■ **THE TASK**:
Repeat every line of the data exactly, but not the pictures.
Segment Start: PROVIDED RECORDS
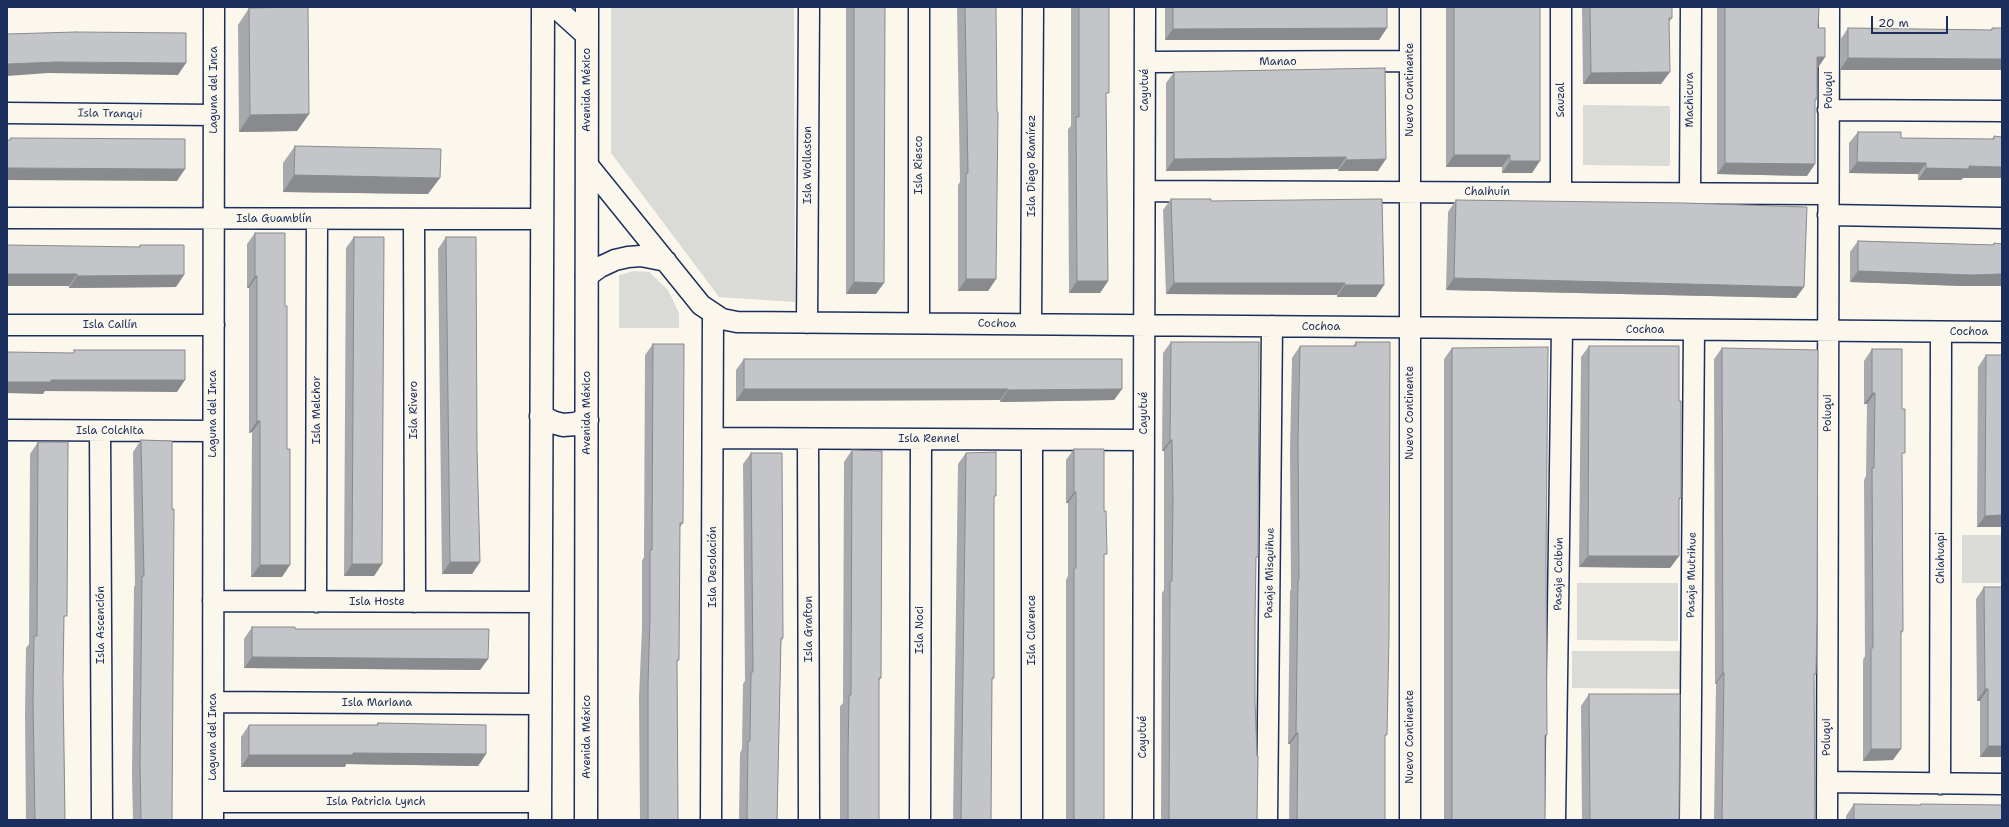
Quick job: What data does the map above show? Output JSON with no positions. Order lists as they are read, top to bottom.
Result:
{
  "streets": {
    "street": [
      "Manao",
      "Laguna del Inca",
      "Avenida México",
      "Cayutué",
      "Nuevo Continente",
      "Poluqui",
      "Sauzal",
      "Machicura",
      "Isla Tranqui",
      "Isla Wollaston",
      "Isla Riesco",
      "Isla Diego Ramírez",
      "Chaihuín",
      "Isla Guamblín",
      "Cochoa",
      "Isla Cailín",
      "Isla Melchor",
      "Isla Rivero",
      "Isla Colchita",
      "Isla Rennel",
      "Chiahuapi",
      "Isla Desolación",
      "Pasaje Misquihue",
      "Pasaje Colbún",
      "Pasaje Mutrihue",
      "Isla Hoste",
      "Isla Ascención",
      "Isla Grafton",
      "Isla Noci",
      "Isla Clarence",
      "Isla Mariana",
      "Isla Patricia Lynch"
    ]
  },
  "crossings": [
    ["Manao", "Cayutué"],
    ["Manao", "Nuevo Continente"],
    ["Laguna del Inca", "Isla Tranqui"],
    ["Laguna del Inca", "Isla Guamblín"],
    ["Laguna del Inca", "Isla Cailín"],
    ["Laguna del Inca", "Isla Colchita"],
    ["Laguna del Inca", "Isla Hoste"],
    ["Laguna del Inca", "Isla Mariana"],
    ["Laguna del Inca", "Isla Patricia Lynch"],
    ["Avenida México", "Cochoa"],
    ["Cayutué", "Chaihuín"],
    ["Cayutué", "Cochoa"],
    ["Cayutué", "Isla Rennel"],
    ["Nuevo Continente", "Chaihuín"],
    ["Nuevo Continente", "Cochoa"],
    ["Poluqui", "Chaihuín"],
    ["Poluqui", "Cochoa"],
    ["Sauzal", "Chaihuín"],
    ["Machicura", "Chaihuín"],
    ["Isla Wollaston", "Cochoa"],
    ["Isla Riesco", "Cochoa"],
    ["Isla Diego Ramírez", "Cochoa"],
    ["Isla Guamblín", "Isla Melchor"],
    ["Isla Guamblín", "Isla Rivero"],
    ["Cochoa", "Chiahuapi"],
    ["Cochoa", "Isla Desolación"],
    ["Cochoa", "Pasaje Misquihue"],
    ["Cochoa", "Pasaje Colbún"],
    ["Cochoa", "Pasaje Mutrihue"],
    ["Isla Melchor", "Isla Hoste"],
    ["Isla Rivero", "Isla Hoste"],
    ["Isla Colchita", "Isla Ascención"],
    ["Isla Rennel", "Isla Desolación"],
    ["Isla Rennel", "Isla Grafton"],
    ["Isla Rennel", "Isla Noci"],
    ["Isla Rennel", "Isla Clarence"]
  ],
  "scale_bar": "20 m"
}
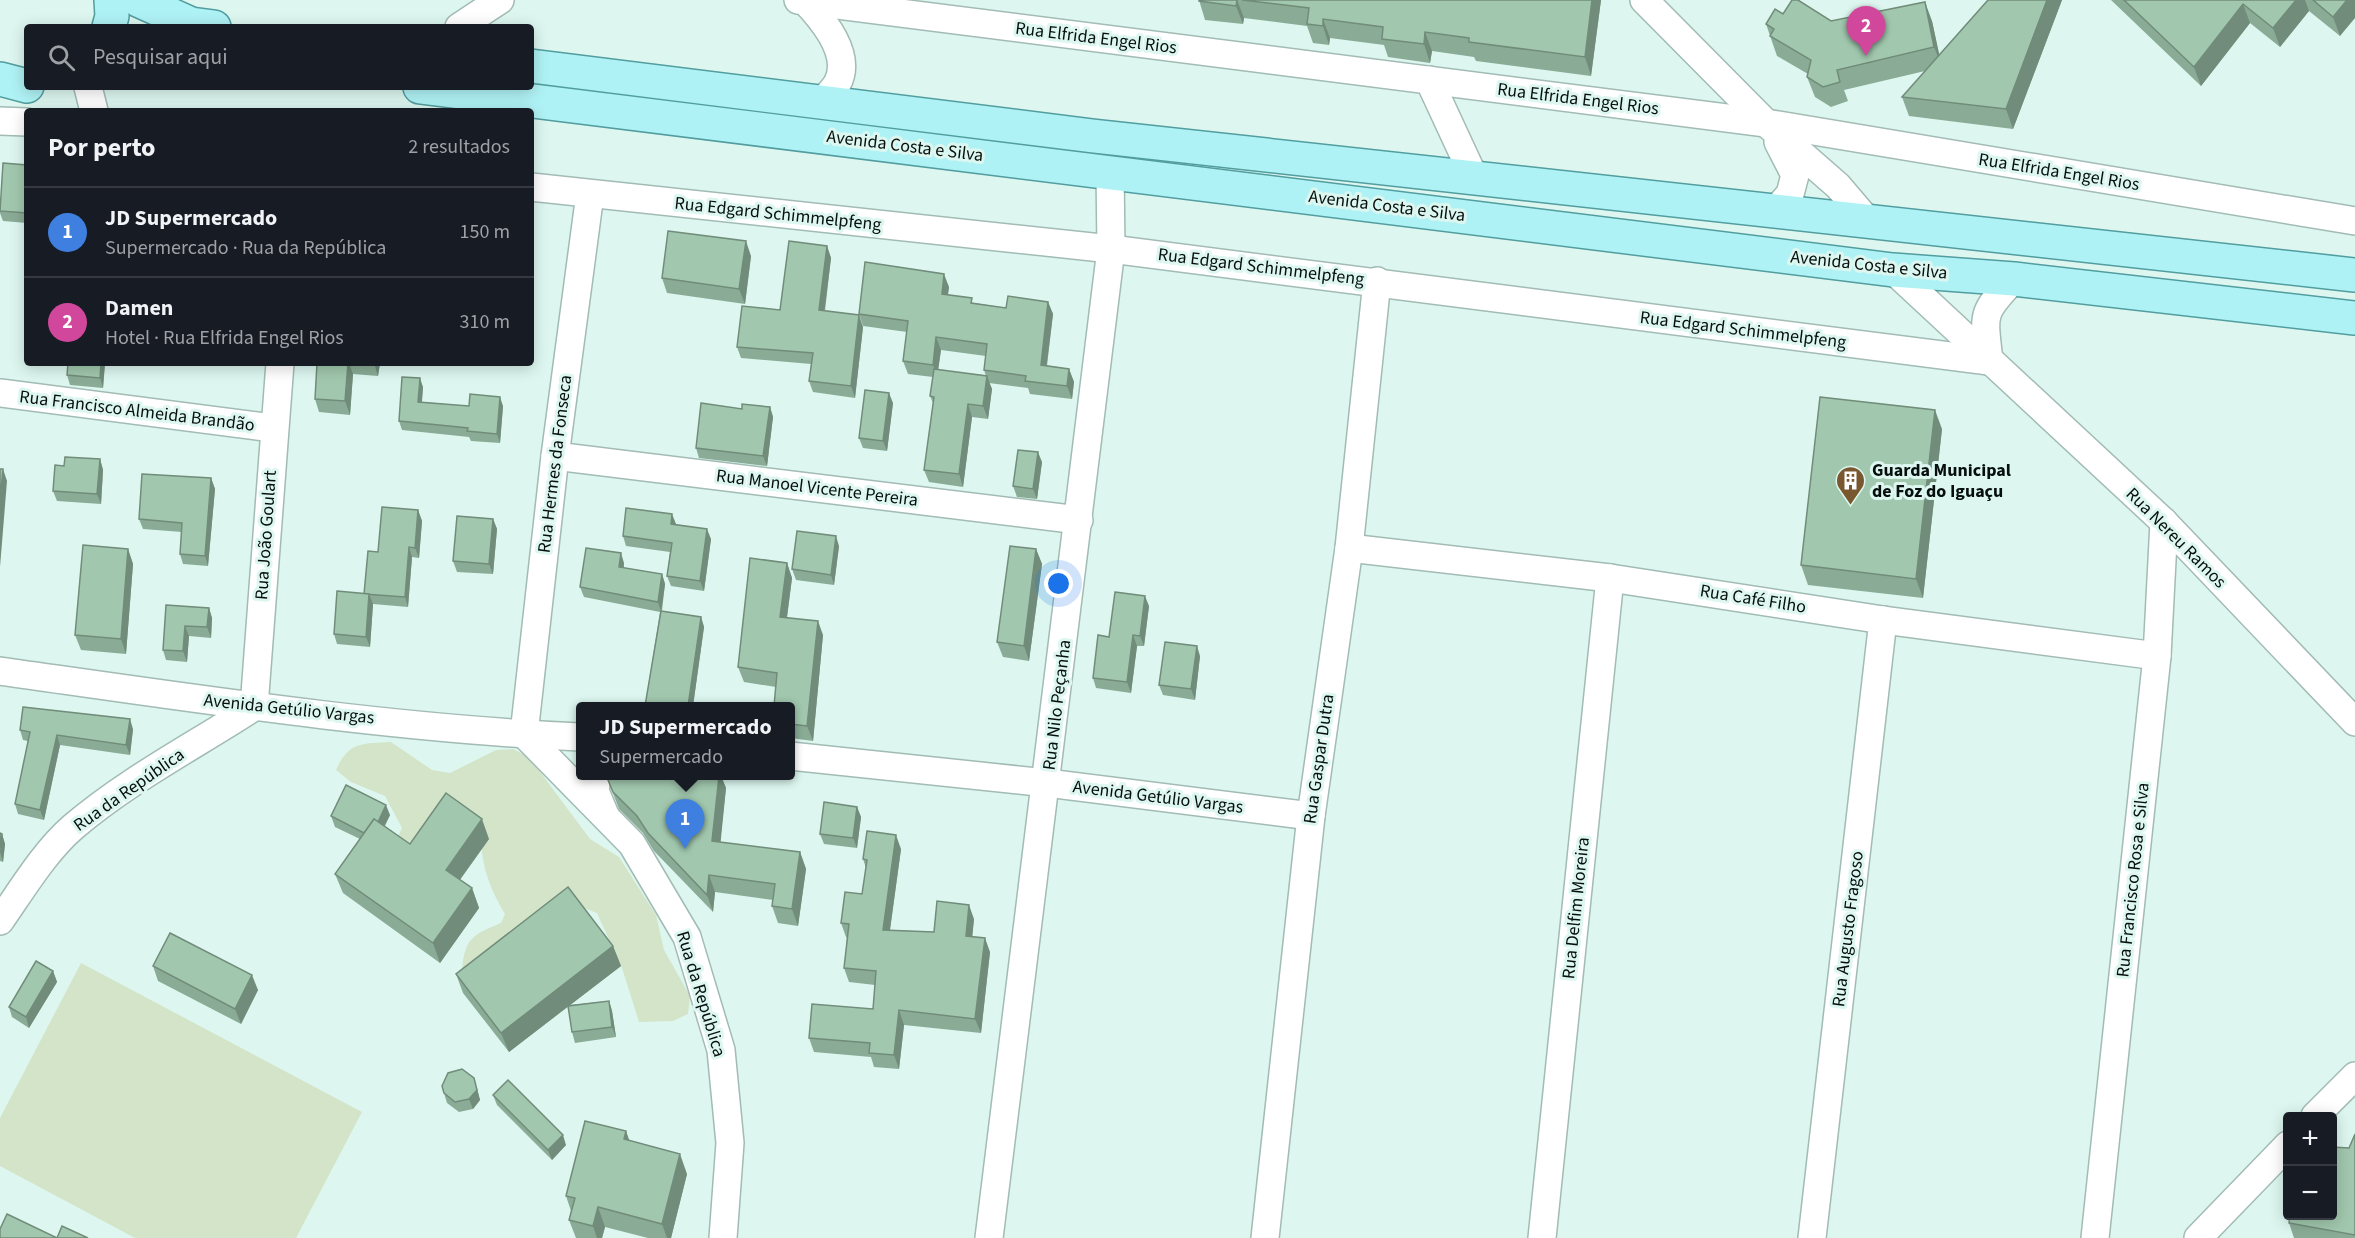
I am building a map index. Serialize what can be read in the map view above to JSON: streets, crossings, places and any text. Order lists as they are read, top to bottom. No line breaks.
{"streets":{"main road":["Avenida Costa e Silva"],"street":["Rua Elfrida Engel Rios","Rua Edgard Schimmelpfeng","Rua Francisco Almeida Brandão","Rua Hermes da Fonseca","Rua Manoel Vicente Pereira","Rua João Goulart","Rua Nereu Ramos","Rua Café Filho","Rua Nilo Peçanha","Avenida Getúlio Vargas","Rua Gaspar Dutra","Rua da República","Rua Francisco Rosa e Silva","Rua Delfim Moreira","Rua Augusto Fragoso"]},"crossings":[["Avenida Costa e Silva","Rua Nereu Ramos"],["Avenida Costa e Silva","Rua Nilo Peçanha"],["Rua Edgard Schimmelpfeng","Rua Hermes da Fonseca"],["Rua Edgard Schimmelpfeng","Rua Nereu Ramos"],["Rua Edgard Schimmelpfeng","Rua Nilo Peçanha"],["Rua Edgard Schimmelpfeng","Rua Gaspar Dutra"],["Rua Francisco Almeida Brandão","Rua João Goulart"],["Rua Hermes da Fonseca","Rua Manoel Vicente Pereira"],["Rua Hermes da Fonseca","Avenida Getúlio Vargas"],["Rua Hermes da Fonseca","Rua da República"],["Rua Manoel Vicente Pereira","Rua Nilo Peçanha"],["Rua João Goulart","Avenida Getúlio Vargas"],["Rua João Goulart","Rua da República"],["Rua Nereu Ramos","Rua Francisco Rosa e Silva"],["Rua Café Filho","Rua Gaspar Dutra"],["Rua Café Filho","Rua Francisco Rosa e Silva"],["Rua Café Filho","Rua Delfim Moreira"],["Rua Café Filho","Rua Augusto Fragoso"],["Rua Nilo Peçanha","Avenida Getúlio Vargas"],["Avenida Getúlio Vargas","Rua Gaspar Dutra"],["Avenida Getúlio Vargas","Rua da República"]],"places":{"building":["Guarda Municipal de Foz do Iguaçu"]},"page":{"pins":["2","1"],"search":"Pesquisar aqui","heading":["Por perto","2 resultados"],"list":[{"mark":"1","name":"JD Supermercado","note":"Supermercado · Rua da República","value":"150 m"},{"mark":"2","name":"Damen","note":"Hotel · Rua Elfrida Engel Rios","value":"310 m"}],"popup":["JD Supermercado","Supermercado"],"map_buttons":["+","−"]}}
Segment End: PROVIDED RECORDS
■ **REPLY TO THE EXERCISE**:
Quick job: What data does the map above show? Output JSON with no positions. Order lists as they are read, top to bottom.
Result:
{
  "streets": {
    "street": [
      "Manao",
      "Laguna del Inca",
      "Avenida México",
      "Cayutué",
      "Nuevo Continente",
      "Poluqui",
      "Sauzal",
      "Machicura",
      "Isla Tranqui",
      "Isla Wollaston",
      "Isla Riesco",
      "Isla Diego Ramírez",
      "Chaihuín",
      "Isla Guamblín",
      "Cochoa",
      "Isla Cailín",
      "Isla Melchor",
      "Isla Rivero",
      "Isla Colchita",
      "Isla Rennel",
      "Chiahuapi",
      "Isla Desolación",
      "Pasaje Misquihue",
      "Pasaje Colbún",
      "Pasaje Mutrihue",
      "Isla Hoste",
      "Isla Ascención",
      "Isla Grafton",
      "Isla Noci",
      "Isla Clarence",
      "Isla Mariana",
      "Isla Patricia Lynch"
    ]
  },
  "crossings": [
    ["Manao", "Cayutué"],
    ["Manao", "Nuevo Continente"],
    ["Laguna del Inca", "Isla Tranqui"],
    ["Laguna del Inca", "Isla Guamblín"],
    ["Laguna del Inca", "Isla Cailín"],
    ["Laguna del Inca", "Isla Colchita"],
    ["Laguna del Inca", "Isla Hoste"],
    ["Laguna del Inca", "Isla Mariana"],
    ["Laguna del Inca", "Isla Patricia Lynch"],
    ["Avenida México", "Cochoa"],
    ["Cayutué", "Chaihuín"],
    ["Cayutué", "Cochoa"],
    ["Cayutué", "Isla Rennel"],
    ["Nuevo Continente", "Chaihuín"],
    ["Nuevo Continente", "Cochoa"],
    ["Poluqui", "Chaihuín"],
    ["Poluqui", "Cochoa"],
    ["Sauzal", "Chaihuín"],
    ["Machicura", "Chaihuín"],
    ["Isla Wollaston", "Cochoa"],
    ["Isla Riesco", "Cochoa"],
    ["Isla Diego Ramírez", "Cochoa"],
    ["Isla Guamblín", "Isla Melchor"],
    ["Isla Guamblín", "Isla Rivero"],
    ["Cochoa", "Chiahuapi"],
    ["Cochoa", "Isla Desolación"],
    ["Cochoa", "Pasaje Misquihue"],
    ["Cochoa", "Pasaje Colbún"],
    ["Cochoa", "Pasaje Mutrihue"],
    ["Isla Melchor", "Isla Hoste"],
    ["Isla Rivero", "Isla Hoste"],
    ["Isla Colchita", "Isla Ascención"],
    ["Isla Rennel", "Isla Desolación"],
    ["Isla Rennel", "Isla Grafton"],
    ["Isla Rennel", "Isla Noci"],
    ["Isla Rennel", "Isla Clarence"]
  ],
  "scale_bar": "20 m"
}
I am building a map index. Serialize what can be read in the map view above to JSON: streets, crossings, places and any text. Order lists as they are read, top to bottom. No line breaks.
{"streets":{"main road":["Avenida Costa e Silva"],"street":["Rua Elfrida Engel Rios","Rua Edgard Schimmelpfeng","Rua Francisco Almeida Brandão","Rua Hermes da Fonseca","Rua Manoel Vicente Pereira","Rua João Goulart","Rua Nereu Ramos","Rua Café Filho","Rua Nilo Peçanha","Avenida Getúlio Vargas","Rua Gaspar Dutra","Rua da República","Rua Francisco Rosa e Silva","Rua Delfim Moreira","Rua Augusto Fragoso"]},"crossings":[["Avenida Costa e Silva","Rua Nereu Ramos"],["Avenida Costa e Silva","Rua Nilo Peçanha"],["Rua Edgard Schimmelpfeng","Rua Hermes da Fonseca"],["Rua Edgard Schimmelpfeng","Rua Nereu Ramos"],["Rua Edgard Schimmelpfeng","Rua Nilo Peçanha"],["Rua Edgard Schimmelpfeng","Rua Gaspar Dutra"],["Rua Francisco Almeida Brandão","Rua João Goulart"],["Rua Hermes da Fonseca","Rua Manoel Vicente Pereira"],["Rua Hermes da Fonseca","Avenida Getúlio Vargas"],["Rua Hermes da Fonseca","Rua da República"],["Rua Manoel Vicente Pereira","Rua Nilo Peçanha"],["Rua João Goulart","Avenida Getúlio Vargas"],["Rua João Goulart","Rua da República"],["Rua Nereu Ramos","Rua Francisco Rosa e Silva"],["Rua Café Filho","Rua Gaspar Dutra"],["Rua Café Filho","Rua Francisco Rosa e Silva"],["Rua Café Filho","Rua Delfim Moreira"],["Rua Café Filho","Rua Augusto Fragoso"],["Rua Nilo Peçanha","Avenida Getúlio Vargas"],["Avenida Getúlio Vargas","Rua Gaspar Dutra"],["Avenida Getúlio Vargas","Rua da República"]],"places":{"building":["Guarda Municipal de Foz do Iguaçu"]},"page":{"pins":["2","1"],"search":"Pesquisar aqui","heading":["Por perto","2 resultados"],"list":[{"mark":"1","name":"JD Supermercado","note":"Supermercado · Rua da República","value":"150 m"},{"mark":"2","name":"Damen","note":"Hotel · Rua Elfrida Engel Rios","value":"310 m"}],"popup":["JD Supermercado","Supermercado"],"map_buttons":["+","−"]}}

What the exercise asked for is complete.